• How to complete this task
Your answer should be the lines below from the one holding "M500 282 505 338 479 341 474 285Z" through the one holding "M596 619 643 627 639 648 592 640Z", copied exactly and with nothing else.

• Data shown
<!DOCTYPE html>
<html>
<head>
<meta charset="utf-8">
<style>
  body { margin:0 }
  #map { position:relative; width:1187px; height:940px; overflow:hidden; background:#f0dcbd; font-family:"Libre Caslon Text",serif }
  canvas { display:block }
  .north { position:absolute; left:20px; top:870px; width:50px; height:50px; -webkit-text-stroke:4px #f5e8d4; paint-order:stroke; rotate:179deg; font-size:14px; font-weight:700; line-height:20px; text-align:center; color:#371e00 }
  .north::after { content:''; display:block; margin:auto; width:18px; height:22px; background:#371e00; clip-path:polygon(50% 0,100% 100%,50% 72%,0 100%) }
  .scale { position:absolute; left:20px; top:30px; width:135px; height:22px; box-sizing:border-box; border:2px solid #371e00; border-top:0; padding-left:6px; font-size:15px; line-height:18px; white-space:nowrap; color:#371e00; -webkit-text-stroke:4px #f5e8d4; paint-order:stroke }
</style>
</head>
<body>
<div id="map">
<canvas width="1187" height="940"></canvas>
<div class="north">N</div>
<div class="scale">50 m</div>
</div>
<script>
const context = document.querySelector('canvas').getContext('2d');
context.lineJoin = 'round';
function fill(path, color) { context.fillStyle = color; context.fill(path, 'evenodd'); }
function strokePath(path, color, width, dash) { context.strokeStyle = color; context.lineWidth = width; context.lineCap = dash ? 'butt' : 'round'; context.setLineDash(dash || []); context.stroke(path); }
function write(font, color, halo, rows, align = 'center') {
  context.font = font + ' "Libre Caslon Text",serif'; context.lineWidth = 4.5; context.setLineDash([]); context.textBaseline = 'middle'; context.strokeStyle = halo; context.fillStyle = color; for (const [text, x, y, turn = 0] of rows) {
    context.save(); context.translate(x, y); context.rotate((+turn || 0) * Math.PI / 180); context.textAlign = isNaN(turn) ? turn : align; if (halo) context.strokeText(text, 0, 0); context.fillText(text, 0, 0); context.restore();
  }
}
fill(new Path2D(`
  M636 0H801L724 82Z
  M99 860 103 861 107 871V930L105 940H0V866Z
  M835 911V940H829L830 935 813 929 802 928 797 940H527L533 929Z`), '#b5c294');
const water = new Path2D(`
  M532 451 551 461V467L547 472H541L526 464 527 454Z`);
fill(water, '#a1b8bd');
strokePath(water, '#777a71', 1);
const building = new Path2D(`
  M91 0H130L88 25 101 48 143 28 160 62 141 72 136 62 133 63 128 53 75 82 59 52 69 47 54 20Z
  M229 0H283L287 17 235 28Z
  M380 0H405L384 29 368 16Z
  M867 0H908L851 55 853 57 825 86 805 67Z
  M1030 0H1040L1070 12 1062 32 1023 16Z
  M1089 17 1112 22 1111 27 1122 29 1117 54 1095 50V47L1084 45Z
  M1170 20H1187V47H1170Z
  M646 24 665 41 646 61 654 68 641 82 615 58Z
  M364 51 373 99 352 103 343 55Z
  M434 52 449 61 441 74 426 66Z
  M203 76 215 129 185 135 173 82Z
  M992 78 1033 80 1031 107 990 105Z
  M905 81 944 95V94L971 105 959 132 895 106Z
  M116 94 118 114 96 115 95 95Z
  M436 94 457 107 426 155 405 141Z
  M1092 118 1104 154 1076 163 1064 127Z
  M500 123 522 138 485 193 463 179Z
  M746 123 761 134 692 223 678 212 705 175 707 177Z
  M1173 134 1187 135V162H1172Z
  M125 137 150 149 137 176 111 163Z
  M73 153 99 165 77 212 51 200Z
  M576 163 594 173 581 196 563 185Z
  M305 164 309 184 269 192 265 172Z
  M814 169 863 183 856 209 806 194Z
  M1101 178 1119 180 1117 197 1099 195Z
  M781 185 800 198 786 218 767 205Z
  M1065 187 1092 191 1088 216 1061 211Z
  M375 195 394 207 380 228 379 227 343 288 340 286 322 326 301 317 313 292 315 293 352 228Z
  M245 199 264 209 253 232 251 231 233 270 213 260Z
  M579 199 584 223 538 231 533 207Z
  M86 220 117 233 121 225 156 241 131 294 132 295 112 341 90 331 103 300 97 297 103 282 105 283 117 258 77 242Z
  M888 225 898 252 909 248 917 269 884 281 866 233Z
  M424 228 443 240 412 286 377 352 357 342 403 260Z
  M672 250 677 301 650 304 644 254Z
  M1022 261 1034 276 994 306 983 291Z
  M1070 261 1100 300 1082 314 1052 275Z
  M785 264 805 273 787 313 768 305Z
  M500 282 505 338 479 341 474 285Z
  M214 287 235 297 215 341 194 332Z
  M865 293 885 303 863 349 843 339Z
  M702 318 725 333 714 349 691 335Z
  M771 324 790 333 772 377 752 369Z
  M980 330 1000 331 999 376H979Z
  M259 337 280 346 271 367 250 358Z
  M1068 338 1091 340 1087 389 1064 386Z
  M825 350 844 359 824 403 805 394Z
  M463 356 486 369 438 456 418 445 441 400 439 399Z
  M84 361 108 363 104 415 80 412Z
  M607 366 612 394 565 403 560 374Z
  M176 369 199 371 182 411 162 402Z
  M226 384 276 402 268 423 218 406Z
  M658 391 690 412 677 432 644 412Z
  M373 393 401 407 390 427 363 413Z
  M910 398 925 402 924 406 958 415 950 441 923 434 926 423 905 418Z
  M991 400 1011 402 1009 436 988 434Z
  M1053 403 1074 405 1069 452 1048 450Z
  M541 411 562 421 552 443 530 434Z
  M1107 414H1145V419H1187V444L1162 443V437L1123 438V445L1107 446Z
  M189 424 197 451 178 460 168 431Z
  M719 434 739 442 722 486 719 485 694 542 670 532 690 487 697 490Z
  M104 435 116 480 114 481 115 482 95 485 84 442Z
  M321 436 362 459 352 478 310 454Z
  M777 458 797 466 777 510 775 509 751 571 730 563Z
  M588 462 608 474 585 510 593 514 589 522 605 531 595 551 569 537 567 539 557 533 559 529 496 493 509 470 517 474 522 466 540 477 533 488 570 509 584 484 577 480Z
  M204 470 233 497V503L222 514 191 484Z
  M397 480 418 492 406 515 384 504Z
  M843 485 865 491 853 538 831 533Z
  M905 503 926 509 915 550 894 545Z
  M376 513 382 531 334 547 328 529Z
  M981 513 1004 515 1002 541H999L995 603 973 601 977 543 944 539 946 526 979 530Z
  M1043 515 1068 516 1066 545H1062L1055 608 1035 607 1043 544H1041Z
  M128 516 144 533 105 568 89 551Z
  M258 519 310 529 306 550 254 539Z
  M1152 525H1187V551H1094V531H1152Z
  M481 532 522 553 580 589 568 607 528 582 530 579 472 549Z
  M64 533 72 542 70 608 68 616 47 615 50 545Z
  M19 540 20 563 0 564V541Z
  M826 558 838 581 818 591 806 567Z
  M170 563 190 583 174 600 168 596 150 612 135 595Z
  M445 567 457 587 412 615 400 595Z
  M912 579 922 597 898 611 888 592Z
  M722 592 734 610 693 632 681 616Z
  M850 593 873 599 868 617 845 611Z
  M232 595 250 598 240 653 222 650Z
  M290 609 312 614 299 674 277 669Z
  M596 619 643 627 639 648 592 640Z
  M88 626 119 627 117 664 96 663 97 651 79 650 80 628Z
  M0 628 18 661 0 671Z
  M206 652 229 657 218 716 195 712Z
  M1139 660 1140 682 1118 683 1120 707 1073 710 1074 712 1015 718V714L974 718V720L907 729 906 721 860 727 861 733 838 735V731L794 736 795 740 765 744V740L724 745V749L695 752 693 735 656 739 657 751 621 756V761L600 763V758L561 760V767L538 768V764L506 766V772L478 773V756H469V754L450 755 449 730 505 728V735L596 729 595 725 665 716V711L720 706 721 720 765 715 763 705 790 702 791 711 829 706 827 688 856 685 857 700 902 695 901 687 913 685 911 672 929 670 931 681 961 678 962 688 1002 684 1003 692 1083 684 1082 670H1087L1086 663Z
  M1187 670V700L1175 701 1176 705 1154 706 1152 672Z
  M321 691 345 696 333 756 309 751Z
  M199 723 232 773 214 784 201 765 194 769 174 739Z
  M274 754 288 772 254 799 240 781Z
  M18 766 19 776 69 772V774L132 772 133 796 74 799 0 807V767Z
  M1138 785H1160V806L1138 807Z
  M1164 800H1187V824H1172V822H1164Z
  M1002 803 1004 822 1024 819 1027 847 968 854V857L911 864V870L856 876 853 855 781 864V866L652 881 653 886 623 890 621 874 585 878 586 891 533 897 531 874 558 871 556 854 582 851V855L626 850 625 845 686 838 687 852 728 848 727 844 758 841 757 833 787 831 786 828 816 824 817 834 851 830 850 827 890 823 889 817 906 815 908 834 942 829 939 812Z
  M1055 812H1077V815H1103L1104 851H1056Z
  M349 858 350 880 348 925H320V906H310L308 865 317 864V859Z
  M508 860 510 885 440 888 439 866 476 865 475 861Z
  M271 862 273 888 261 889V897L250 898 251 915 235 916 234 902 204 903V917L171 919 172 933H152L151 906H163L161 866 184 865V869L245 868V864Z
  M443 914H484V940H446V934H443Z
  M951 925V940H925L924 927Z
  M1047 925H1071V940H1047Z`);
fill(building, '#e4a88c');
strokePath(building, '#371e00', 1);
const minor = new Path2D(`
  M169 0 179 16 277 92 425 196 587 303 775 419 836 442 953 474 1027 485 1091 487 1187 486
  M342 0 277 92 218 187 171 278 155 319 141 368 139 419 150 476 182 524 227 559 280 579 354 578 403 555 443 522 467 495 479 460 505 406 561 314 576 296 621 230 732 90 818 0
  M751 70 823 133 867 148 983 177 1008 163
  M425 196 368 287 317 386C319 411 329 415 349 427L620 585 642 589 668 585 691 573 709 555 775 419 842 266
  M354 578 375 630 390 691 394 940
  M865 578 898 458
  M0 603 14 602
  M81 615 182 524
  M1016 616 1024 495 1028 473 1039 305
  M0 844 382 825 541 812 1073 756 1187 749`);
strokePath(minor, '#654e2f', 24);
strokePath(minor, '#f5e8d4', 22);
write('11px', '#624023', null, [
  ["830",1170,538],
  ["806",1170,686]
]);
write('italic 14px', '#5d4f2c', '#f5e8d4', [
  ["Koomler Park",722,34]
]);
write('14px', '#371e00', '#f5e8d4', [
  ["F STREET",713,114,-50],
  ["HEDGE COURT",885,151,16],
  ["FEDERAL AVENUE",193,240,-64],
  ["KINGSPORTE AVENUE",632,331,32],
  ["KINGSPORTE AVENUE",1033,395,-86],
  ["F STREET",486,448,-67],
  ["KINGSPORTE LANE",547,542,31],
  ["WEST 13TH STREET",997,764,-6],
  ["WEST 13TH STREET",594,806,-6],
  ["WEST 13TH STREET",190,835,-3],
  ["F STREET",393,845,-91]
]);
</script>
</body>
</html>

• Result of this task
  M500 282 505 338 479 341 474 285Z
  M214 287 235 297 215 341 194 332Z
  M865 293 885 303 863 349 843 339Z
  M702 318 725 333 714 349 691 335Z
  M771 324 790 333 772 377 752 369Z
  M980 330 1000 331 999 376H979Z
  M259 337 280 346 271 367 250 358Z
  M1068 338 1091 340 1087 389 1064 386Z
  M825 350 844 359 824 403 805 394Z
  M463 356 486 369 438 456 418 445 441 400 439 399Z
  M84 361 108 363 104 415 80 412Z
  M607 366 612 394 565 403 560 374Z
  M176 369 199 371 182 411 162 402Z
  M226 384 276 402 268 423 218 406Z
  M658 391 690 412 677 432 644 412Z
  M373 393 401 407 390 427 363 413Z
  M910 398 925 402 924 406 958 415 950 441 923 434 926 423 905 418Z
  M991 400 1011 402 1009 436 988 434Z
  M1053 403 1074 405 1069 452 1048 450Z
  M541 411 562 421 552 443 530 434Z
  M1107 414H1145V419H1187V444L1162 443V437L1123 438V445L1107 446Z
  M189 424 197 451 178 460 168 431Z
  M719 434 739 442 722 486 719 485 694 542 670 532 690 487 697 490Z
  M104 435 116 480 114 481 115 482 95 485 84 442Z
  M321 436 362 459 352 478 310 454Z
  M777 458 797 466 777 510 775 509 751 571 730 563Z
  M588 462 608 474 585 510 593 514 589 522 605 531 595 551 569 537 567 539 557 533 559 529 496 493 509 470 517 474 522 466 540 477 533 488 570 509 584 484 577 480Z
  M204 470 233 497V503L222 514 191 484Z
  M397 480 418 492 406 515 384 504Z
  M843 485 865 491 853 538 831 533Z
  M905 503 926 509 915 550 894 545Z
  M376 513 382 531 334 547 328 529Z
  M981 513 1004 515 1002 541H999L995 603 973 601 977 543 944 539 946 526 979 530Z
  M1043 515 1068 516 1066 545H1062L1055 608 1035 607 1043 544H1041Z
  M128 516 144 533 105 568 89 551Z
  M258 519 310 529 306 550 254 539Z
  M1152 525H1187V551H1094V531H1152Z
  M481 532 522 553 580 589 568 607 528 582 530 579 472 549Z
  M64 533 72 542 70 608 68 616 47 615 50 545Z
  M19 540 20 563 0 564V541Z
  M826 558 838 581 818 591 806 567Z
  M170 563 190 583 174 600 168 596 150 612 135 595Z
  M445 567 457 587 412 615 400 595Z
  M912 579 922 597 898 611 888 592Z
  M722 592 734 610 693 632 681 616Z
  M850 593 873 599 868 617 845 611Z
  M232 595 250 598 240 653 222 650Z
  M290 609 312 614 299 674 277 669Z
  M596 619 643 627 639 648 592 640Z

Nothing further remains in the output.